Comment traverser le dimanche sans penser au vide, sans songer au temps qui se conclut, sans frémir à l'idée de retrouvailles et de séparations, sans être pris par la proximité de la solitude, sans appréhender l'étrange lumière du soir, sans devoir endurer cette absence du bonheur attendu et sans entendre trotter le désenchantement, sans risquer au fond de mesurer la part d'échec qui nous échoit ?
Entre le " vivement dimanche " et le " c'est pas tous les jours dimanche " répété à l'envie par tout un chacun, on sent bien que le manque vient s'immiscer plus particulièrement ce jour-là, on sent bien la difficulté à justement satisfaire cette envie et l'épuisement à vouloir tromper le trouble. le dimanche serait-il un jour de condensation du malaise et la mise en oeuvre inconsciente de sa liquidation ou simplement le signe d'une inéluctable ambivalence ? Une chose est sûre, il nous faut bien faire avec.

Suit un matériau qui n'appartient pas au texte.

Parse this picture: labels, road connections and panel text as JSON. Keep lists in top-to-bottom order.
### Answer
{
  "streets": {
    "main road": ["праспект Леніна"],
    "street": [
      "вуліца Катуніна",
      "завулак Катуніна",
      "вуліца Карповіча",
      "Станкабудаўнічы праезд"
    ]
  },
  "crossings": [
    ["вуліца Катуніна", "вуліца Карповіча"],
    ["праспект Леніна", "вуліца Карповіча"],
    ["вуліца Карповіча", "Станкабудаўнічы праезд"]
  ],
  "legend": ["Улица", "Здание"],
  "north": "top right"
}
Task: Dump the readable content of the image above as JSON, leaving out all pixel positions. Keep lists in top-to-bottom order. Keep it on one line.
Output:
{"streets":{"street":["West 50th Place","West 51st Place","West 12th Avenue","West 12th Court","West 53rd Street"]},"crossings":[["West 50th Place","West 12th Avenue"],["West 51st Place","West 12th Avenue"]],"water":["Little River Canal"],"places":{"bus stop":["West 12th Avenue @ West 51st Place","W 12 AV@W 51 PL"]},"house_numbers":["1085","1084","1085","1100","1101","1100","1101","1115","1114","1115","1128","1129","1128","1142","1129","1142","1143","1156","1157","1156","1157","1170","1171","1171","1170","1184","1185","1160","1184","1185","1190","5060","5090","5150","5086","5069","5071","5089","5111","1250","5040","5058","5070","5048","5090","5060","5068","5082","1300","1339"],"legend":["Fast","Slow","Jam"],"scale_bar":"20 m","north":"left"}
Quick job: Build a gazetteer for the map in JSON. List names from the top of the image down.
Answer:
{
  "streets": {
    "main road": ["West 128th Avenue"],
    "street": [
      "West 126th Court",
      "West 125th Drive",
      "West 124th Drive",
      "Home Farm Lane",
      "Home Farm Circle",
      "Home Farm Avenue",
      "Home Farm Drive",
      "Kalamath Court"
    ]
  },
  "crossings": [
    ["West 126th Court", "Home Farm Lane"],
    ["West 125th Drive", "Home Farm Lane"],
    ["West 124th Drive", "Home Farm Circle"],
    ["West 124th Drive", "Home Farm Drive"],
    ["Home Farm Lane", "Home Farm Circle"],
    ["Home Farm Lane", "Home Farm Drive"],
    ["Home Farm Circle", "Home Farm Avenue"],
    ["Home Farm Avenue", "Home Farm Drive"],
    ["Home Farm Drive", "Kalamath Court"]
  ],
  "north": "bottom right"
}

Les mots parlent bien sûr et à n'en pas douter l'écriture agit comme une sorte de protection rapprochée dans notre appréhension du monde. Pour son premier recueil de nouvelles
Magali Duru nous projette du côté de la face obscure de ce jour tourbillonnaire et si, au fil des récits, elle le tamise de vers endimanchés, d'apostrophes taillées au cordeau ou de chants prémonitoires, elle en fait avant tout le théâtre de toutes les confrontations, le lieu d'exposition d'une vérité crue où la chair et la pensée sont à vifs.
Les beaux dimanches ou comment tuer le temps, ce temps qui ne passe pas ou si mal, ce temps que l'on voudrait éliminer pour ne plus avoir affaire à l'altérité, ce temps de l'autre en soi et en face de soi, cette inexorable durée qui nous fait sentir l'angoisse de la perte. Car dans ce livre où la mort, réelle ou supposée, est si souvent présente,
Magali Duru ne nous la fait pas seulement palper du côté macabre, elle l'aborde dans sa version roman intime, là où se joue notre rapport à la folie.
Pour autant elle prend soin du lecteur qu'elle imagine pris par l'ambiguïté de cette relation et c'est avec un beau doigté, rigoureux et subtil qu'elle vient rappeler que la mort fait partie de la vie ; et quand bien même le décès ne serait pas tout à fait naturel, elle s'attache à ce que les survivants ne renoncent pas à vivre au prétexte qu'ils auraient été touchés de très près par le malheur. Aujourd'hui je suis un écureuil en cage mais un écureuil heureux… dit-elle. Alors, le dimanche comme un jour de commencement ? Libre et détendu ? On pense au film aigre-doux de Gérard Frot Coutaz " Beau temps mais orageux en fin de journée " et on ressent comme un pincement au coeur.